The role of CDXs in GIM: The regulation of CDXs in GIM induced by H. pylori. H. pylori injects the oncoprotein CagA into gastric epithelial cells using a type IV secretion system (T4SS) to activate the NF-κB signaling pathway. NF-κB activation induces the release of the pro-inflammatory cytokine IL-6, and IL-6 binds to its specific receptor gp130, activating two major signaling pathways: SHP-2/ERK and JAK/STAT. CagA can also affect the signal transduction of gp130 regulation, and the resulting biological effect depends on the tyrosine phosphorylation status of CagA. Moreover, the SHP2/ERK and JAK/STAT signaling pathways are considered to play opposite roles in gastric epithelial cells, and SHP-2/ERK signaling plays a greater role in inhibiting proliferation and inducing cell differentiation in the gastric mucosa.

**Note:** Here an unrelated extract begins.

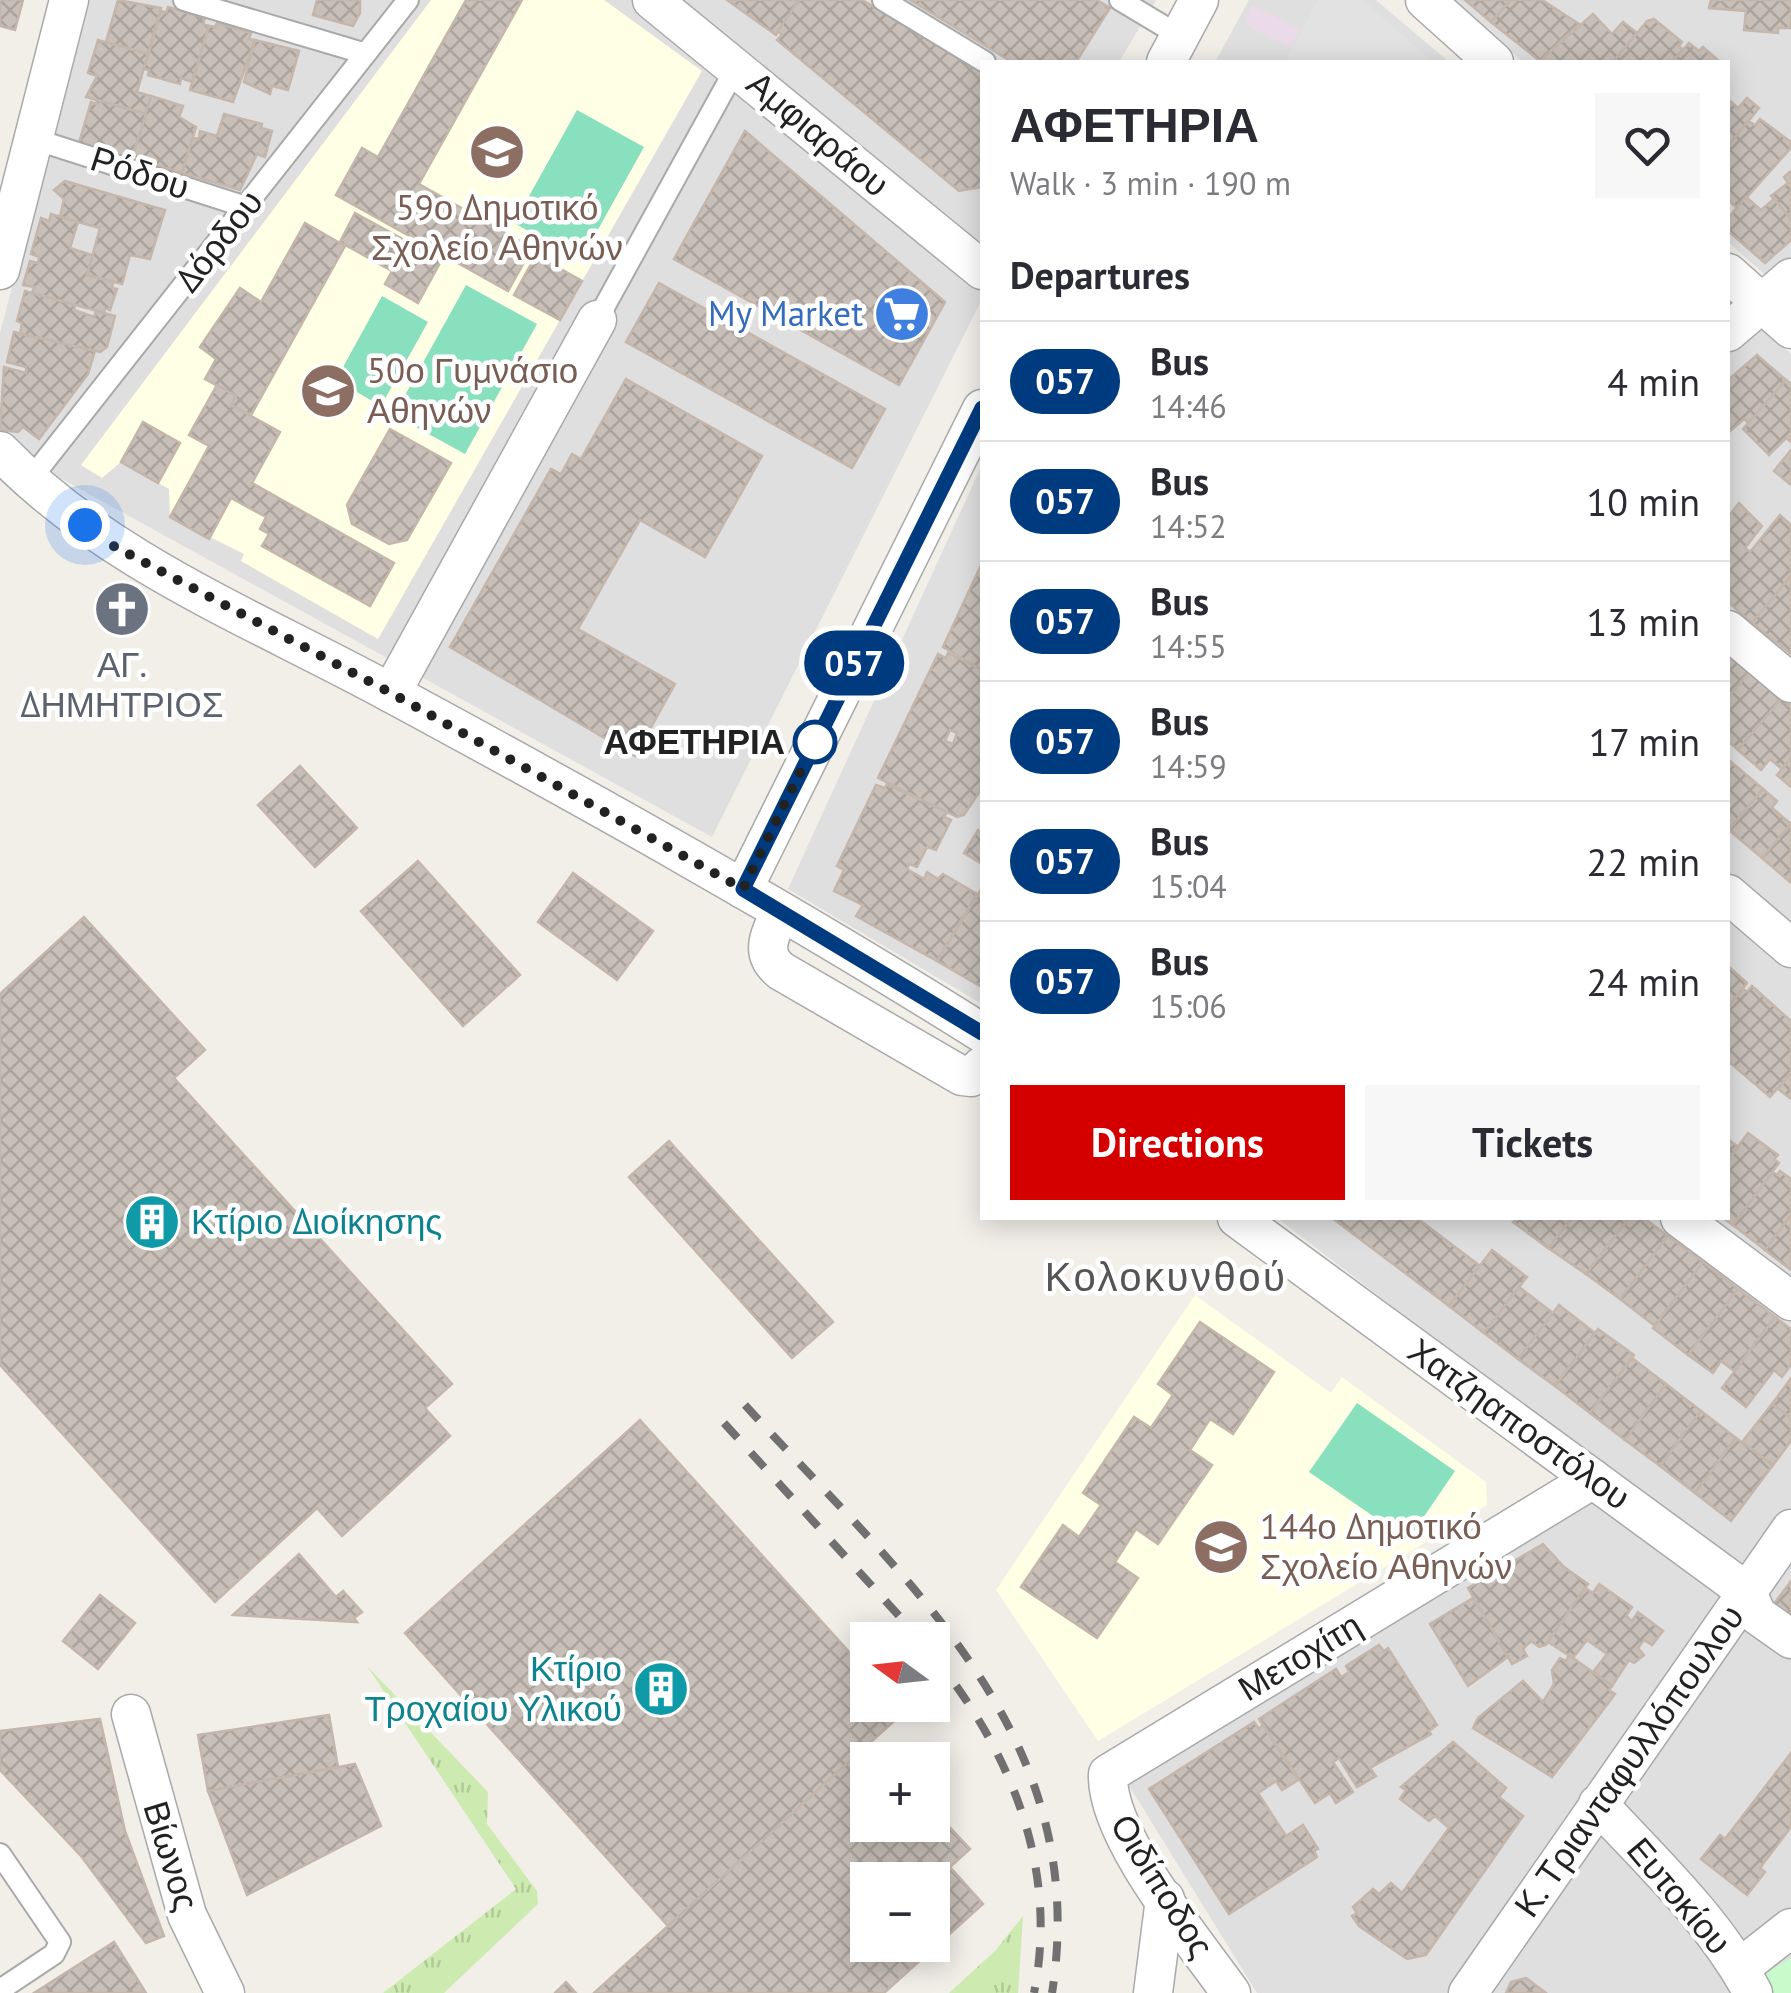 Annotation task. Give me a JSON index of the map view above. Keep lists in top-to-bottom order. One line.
{"streets":{"street":["Αμφιαράου","Χατζηαποστόλου","Μετοχίτη","Κ. Τριανταφυλλόπουλου","Βίωνος","Οιδίποδος","Ευτοκίου"],"lane":["Ρόδου","Δόρδου"]},"crossings":[["Ρόδου","Δόρδου"],["Χατζηαποστόλου","Μετοχίτη"],["Χατζηαποστόλου","Κ. Τριανταφυλλόπουλου"],["Μετοχίτη","Οιδίποδος"],["Κ. Τριανταφυλλόπουλου","Ευτοκίου"]],"districts":["Κολοκυνθού"],"places":{"school or university":["59ο Δημοτικό Σχολείο Αθηνών","50ο Γυμνάσιο Αθηνών","144ο Δημοτικό Σχολείο Αθηνών"],"supermarket":["My Market"],"church":["ΑΓ. ΔΗΜΗΤΡΙΟΣ"],"other":["ΑΦΕΤΗΡΙΑ"],"building":["Κτίριο Διοίκησης","Κτίριο Τροχαίου Υλικού"]},"lines":["bus line 057"],"north":"left","page":{"on_map":"057","heading":[["ΑΦΕΤΗΡΙΑ","Walk · 3 min · 190 m"],"Departures"],"list":[{"mark":"057","name":"Bus","note":"14:46","value":"4 min"},{"mark":"057","name":"Bus","note":"14:52","value":"10 min"},{"mark":"057","name":"Bus","note":"14:55","value":"13 min"},{"mark":"057","name":"Bus","note":"14:59","value":"17 min"},{"mark":"057","name":"Bus","note":"15:04","value":"22 min"},{"mark":"057","name":"Bus","note":"15:06","value":"24 min"}],"buttons":["Directions","Tickets"],"map_buttons":["+","−"]}}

H. pylori infection can activate the BMP pathway to upregulate CDX2 expression concomitantly with SOX2 downregulation. RUNX3 is also involved in the regulation of CDXs. Furthermore, the autoregulation of CDXs maintains their expression in GIM. In summary, H. pylori infection is responsible for increasing the levels of intestinal-specific transcription factors and decreasing the levels gastric-specific transcription factors, which contribute to the development of GIM.